Habit de grand uniforme de général de division du général comte Bertrand
Habit de grand uniforme de général de division du général comte Bertrand © Musée de l'Empéri/Musée de l'Armée

Bertrand, militaire chevronné et grand maréchal du Palais

Henri Gatien Bertrand est un fidèle de Bonaparte depuis la première campagne d’Italie. Appréciant ses capacités dans le domaine du génie – Bertrand est un mathématicien très compétent en particulier dans le domaine de la géométrie -, le futur empereur se l’est attaché tout au long des grandes campagnes qu’il mène en Europe et se repose souvent sur cet homme discret et brillant pour des missions de reconnaissance.
Lorsque le général Duroc, duc de Frioul, meurt en mai 1813, atteint par un boulet de canon lors de la dernière campagne d’Allemagne, Napoléon nomme Bertrand le 18 novembre suivant pour le remplacer dans sa fonction de maréchal du Palais, tâche requérant un homme proche et indispensable.
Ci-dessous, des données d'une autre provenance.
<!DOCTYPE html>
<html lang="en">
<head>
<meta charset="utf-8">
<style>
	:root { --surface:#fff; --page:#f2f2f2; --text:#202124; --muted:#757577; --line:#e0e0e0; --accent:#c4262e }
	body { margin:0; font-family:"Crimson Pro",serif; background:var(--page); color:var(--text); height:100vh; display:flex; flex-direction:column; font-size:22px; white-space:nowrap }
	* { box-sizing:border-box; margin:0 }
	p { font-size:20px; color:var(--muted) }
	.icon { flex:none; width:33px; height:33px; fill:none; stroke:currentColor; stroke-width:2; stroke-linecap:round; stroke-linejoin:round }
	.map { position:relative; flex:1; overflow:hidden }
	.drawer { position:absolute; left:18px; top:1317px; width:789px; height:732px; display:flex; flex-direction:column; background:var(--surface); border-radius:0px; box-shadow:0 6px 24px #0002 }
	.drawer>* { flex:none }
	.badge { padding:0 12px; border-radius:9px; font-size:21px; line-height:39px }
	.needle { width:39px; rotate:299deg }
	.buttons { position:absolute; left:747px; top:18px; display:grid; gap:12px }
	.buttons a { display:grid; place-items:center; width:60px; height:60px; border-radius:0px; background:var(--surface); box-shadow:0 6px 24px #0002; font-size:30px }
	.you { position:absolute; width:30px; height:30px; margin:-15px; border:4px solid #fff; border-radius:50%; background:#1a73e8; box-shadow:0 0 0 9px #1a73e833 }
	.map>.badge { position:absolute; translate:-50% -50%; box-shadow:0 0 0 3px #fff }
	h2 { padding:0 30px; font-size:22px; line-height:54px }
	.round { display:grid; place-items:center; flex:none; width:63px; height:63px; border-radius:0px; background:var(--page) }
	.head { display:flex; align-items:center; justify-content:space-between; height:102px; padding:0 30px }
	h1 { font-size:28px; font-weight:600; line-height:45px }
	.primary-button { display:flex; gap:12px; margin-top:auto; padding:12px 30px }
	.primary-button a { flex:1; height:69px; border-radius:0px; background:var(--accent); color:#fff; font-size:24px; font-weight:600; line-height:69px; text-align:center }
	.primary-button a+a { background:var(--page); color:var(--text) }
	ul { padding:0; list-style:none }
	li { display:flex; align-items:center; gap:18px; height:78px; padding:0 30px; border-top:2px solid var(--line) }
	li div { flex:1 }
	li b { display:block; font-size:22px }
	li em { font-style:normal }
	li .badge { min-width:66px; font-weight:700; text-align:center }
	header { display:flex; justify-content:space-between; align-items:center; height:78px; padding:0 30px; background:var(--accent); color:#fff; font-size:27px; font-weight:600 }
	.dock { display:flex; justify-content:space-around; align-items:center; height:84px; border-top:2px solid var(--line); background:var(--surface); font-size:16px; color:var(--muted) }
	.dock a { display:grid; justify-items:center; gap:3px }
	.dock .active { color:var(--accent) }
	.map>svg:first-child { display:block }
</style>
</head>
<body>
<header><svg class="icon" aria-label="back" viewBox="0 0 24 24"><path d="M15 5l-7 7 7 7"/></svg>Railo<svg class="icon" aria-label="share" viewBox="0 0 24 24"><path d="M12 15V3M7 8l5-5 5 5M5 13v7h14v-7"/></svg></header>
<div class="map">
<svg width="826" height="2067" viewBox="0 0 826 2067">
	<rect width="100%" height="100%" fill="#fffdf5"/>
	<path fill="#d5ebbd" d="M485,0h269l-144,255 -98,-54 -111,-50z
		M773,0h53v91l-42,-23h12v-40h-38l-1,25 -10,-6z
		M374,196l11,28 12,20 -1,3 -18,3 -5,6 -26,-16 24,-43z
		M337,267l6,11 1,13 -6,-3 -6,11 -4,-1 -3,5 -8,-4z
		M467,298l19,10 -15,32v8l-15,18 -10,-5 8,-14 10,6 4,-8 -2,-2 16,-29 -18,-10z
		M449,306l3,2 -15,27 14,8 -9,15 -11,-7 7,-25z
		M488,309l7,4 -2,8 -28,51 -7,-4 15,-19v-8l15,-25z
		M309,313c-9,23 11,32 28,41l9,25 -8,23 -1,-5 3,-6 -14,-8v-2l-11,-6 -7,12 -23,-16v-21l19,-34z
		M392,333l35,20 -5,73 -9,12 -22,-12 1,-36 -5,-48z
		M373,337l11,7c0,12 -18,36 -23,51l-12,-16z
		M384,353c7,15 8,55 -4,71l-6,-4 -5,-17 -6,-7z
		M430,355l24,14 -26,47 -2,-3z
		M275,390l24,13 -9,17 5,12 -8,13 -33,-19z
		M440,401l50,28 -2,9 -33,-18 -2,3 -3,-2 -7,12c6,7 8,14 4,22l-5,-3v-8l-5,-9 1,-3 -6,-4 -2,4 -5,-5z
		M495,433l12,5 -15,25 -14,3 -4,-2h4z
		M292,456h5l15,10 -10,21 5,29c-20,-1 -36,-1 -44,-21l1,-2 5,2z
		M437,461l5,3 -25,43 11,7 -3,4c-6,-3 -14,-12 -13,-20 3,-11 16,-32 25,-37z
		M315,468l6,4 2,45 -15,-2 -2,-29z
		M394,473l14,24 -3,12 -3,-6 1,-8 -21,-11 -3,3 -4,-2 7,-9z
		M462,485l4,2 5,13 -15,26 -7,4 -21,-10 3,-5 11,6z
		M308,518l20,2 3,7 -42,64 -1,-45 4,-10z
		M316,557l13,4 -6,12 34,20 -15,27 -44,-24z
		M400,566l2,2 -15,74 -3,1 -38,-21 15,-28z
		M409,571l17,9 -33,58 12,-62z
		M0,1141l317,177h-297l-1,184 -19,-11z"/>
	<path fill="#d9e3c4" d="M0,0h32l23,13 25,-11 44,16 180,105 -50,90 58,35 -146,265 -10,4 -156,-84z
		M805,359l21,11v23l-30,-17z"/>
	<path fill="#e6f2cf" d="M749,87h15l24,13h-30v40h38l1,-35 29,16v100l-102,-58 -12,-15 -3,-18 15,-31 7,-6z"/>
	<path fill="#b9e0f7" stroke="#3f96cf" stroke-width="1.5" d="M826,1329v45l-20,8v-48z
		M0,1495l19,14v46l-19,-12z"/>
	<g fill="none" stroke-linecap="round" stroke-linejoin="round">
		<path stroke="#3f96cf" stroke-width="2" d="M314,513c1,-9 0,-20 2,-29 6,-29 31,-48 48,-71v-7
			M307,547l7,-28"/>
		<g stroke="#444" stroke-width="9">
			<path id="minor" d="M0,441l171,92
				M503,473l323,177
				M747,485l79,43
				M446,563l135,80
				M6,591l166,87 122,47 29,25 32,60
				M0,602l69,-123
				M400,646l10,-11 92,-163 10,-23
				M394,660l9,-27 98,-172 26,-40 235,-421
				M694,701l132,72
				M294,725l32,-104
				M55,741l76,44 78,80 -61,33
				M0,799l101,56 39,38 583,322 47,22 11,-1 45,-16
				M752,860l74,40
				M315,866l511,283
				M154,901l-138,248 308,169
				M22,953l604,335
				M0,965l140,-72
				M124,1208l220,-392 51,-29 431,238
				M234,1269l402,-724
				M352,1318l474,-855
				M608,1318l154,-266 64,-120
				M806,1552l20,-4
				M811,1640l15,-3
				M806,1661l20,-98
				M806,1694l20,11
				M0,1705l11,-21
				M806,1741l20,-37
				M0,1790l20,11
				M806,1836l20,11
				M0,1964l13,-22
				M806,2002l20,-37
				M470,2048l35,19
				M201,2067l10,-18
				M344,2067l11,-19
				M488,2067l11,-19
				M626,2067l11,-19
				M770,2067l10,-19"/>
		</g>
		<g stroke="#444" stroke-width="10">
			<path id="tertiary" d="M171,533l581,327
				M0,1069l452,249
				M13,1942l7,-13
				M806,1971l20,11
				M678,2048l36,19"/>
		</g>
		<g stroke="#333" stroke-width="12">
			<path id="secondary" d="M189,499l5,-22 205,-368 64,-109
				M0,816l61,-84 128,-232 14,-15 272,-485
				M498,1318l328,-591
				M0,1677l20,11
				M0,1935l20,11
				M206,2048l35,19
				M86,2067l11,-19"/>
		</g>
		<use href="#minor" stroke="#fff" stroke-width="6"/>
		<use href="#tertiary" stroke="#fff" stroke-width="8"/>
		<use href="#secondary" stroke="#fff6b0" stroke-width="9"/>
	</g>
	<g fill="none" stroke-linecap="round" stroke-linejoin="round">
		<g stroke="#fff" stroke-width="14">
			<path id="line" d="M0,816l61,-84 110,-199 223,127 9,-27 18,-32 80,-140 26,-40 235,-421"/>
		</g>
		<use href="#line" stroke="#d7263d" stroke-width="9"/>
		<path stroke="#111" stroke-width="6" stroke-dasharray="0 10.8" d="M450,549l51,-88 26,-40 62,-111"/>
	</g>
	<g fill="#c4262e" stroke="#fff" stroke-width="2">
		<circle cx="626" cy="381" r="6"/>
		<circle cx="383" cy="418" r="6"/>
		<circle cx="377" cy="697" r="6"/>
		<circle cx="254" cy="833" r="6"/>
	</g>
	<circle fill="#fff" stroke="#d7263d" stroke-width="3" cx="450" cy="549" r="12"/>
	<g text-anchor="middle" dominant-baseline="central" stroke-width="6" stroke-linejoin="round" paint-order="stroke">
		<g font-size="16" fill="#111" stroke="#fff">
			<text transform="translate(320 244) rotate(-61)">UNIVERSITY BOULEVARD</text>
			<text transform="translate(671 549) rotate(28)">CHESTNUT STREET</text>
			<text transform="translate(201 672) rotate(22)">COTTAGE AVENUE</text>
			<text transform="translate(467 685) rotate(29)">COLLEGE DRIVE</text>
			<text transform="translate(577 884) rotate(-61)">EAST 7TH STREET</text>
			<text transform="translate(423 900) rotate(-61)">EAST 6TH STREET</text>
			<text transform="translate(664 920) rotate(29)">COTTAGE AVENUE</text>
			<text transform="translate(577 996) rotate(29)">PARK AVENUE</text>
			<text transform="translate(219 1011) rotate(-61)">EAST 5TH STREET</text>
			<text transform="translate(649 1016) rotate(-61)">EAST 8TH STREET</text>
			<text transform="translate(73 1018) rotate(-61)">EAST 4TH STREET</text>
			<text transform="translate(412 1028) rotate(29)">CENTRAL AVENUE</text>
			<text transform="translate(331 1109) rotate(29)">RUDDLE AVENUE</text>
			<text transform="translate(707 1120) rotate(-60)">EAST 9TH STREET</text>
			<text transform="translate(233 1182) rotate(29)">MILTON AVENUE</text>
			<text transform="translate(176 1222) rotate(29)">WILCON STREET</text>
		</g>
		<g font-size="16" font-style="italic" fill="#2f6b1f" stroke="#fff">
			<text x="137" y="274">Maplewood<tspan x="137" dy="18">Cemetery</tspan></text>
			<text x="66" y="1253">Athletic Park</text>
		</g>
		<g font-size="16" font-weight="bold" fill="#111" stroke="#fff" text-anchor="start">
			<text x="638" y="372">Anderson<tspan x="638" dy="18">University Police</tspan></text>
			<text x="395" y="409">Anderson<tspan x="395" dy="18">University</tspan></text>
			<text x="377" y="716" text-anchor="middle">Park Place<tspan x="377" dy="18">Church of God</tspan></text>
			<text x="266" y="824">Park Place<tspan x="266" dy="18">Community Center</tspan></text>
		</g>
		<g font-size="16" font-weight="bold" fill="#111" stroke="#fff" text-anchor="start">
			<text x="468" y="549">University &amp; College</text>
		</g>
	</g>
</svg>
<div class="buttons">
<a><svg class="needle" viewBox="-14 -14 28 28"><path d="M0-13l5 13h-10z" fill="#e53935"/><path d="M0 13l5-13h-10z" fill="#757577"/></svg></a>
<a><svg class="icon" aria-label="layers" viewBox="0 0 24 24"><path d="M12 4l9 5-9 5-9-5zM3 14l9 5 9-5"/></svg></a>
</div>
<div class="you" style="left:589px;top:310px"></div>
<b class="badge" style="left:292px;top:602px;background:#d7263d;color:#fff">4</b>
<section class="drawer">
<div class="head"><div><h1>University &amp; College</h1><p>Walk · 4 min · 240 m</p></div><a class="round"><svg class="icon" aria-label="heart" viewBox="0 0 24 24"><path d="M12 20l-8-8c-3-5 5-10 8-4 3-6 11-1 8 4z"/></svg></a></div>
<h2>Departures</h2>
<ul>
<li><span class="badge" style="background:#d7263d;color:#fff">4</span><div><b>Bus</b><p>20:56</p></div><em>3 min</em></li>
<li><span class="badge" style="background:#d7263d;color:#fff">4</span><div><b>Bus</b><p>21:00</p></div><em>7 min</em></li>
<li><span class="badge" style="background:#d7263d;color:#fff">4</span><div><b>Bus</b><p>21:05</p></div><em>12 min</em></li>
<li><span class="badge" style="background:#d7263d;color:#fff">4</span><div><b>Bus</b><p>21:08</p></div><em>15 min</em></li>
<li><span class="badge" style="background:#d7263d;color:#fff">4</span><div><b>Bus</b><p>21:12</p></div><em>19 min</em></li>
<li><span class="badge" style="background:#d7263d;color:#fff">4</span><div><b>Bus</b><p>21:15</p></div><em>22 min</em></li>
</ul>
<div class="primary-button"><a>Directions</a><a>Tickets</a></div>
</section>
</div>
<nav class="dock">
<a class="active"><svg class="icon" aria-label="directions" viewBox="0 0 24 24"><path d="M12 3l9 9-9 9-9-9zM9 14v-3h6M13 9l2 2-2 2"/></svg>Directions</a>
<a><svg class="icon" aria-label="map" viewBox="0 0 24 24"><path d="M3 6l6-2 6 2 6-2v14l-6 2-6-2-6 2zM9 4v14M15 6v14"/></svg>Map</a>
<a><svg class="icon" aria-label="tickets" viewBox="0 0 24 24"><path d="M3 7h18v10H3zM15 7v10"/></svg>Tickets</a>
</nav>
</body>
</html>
Désormais Bertrand ne quittera plus l’Empereur, jusqu’à son dernier souffle.

Lors des exils successifs de Napoléon, à Elbe comme à Sainte-Hélène, le grand maréchal du Palais veille toujours à l’ordre et au bon maintien de la Maison de l’Empereur. Le souverain déchu tient en effet énormément à ce que l’étiquette de la cour soit respectée, même dans sa dernière demeure, Longwood House, et ce, parmi un entourage pourtant fort réduit. Suivant le protocole et le cérémonial instaurés en 1808, à l’apogée de l’Empire, Bertrand s’exécute, tant bien que mal, dans une atmosphère à mille lieues des dorures des grands palais napoléoniens.
En parallèle, bien que tenant à protéger sa vie de famille dans un huis-clos parfois étouffant, le grand maréchal du Palais s’astreint à rédiger à partir de 1816 des cahiers où il prend note des événements au jour le jour se déroulant à Sainte-Hélène. La routine de la vie quotidienne sur l’île aura raison de la tenue régulière de ces écrits, malgré le caractère d’ordinaire très scrupuleux de leur rédacteur. Bertrand ne reprendra ce travail que quand il sentira la fin de la vie de Napoléon approcher, au début de l’année 1821. Il n’en parlera que dans les derniers jours à l’Empereur, comme le souligne François Houdecek :

Ce travail de mémorialiste qu’il s’est assigné seul, Bertrand l’a tenu secret de Napoléon et de ses compagnons d’exil. Ce n’est que le 30 avril 1821 qu’il confessa son travail à l’Empereur, qui n’était plus que l’ombre de lui-même : « J’aurais à vous parler d’une chose que je ne puis dire qu’à vous, si Votre Majesté peut m’entendre. – Eh bien, dites. – J’ai tenu note de vos conversations, comme Votre Majesté a semblé le désirer. J’ai fait un journal de ces cinq à six ans. Ce sont des notes très curieuses pour la postérité, de vos conversations sur les événements, les hommes, les ouvrages que vous avez lus, la nation, une grande variété d’objets. […] Il a dit : “Ah !”, a regardé avec un œil assez égaré, a fermé les yeux et n’a plus répondu. » Il était trop tard…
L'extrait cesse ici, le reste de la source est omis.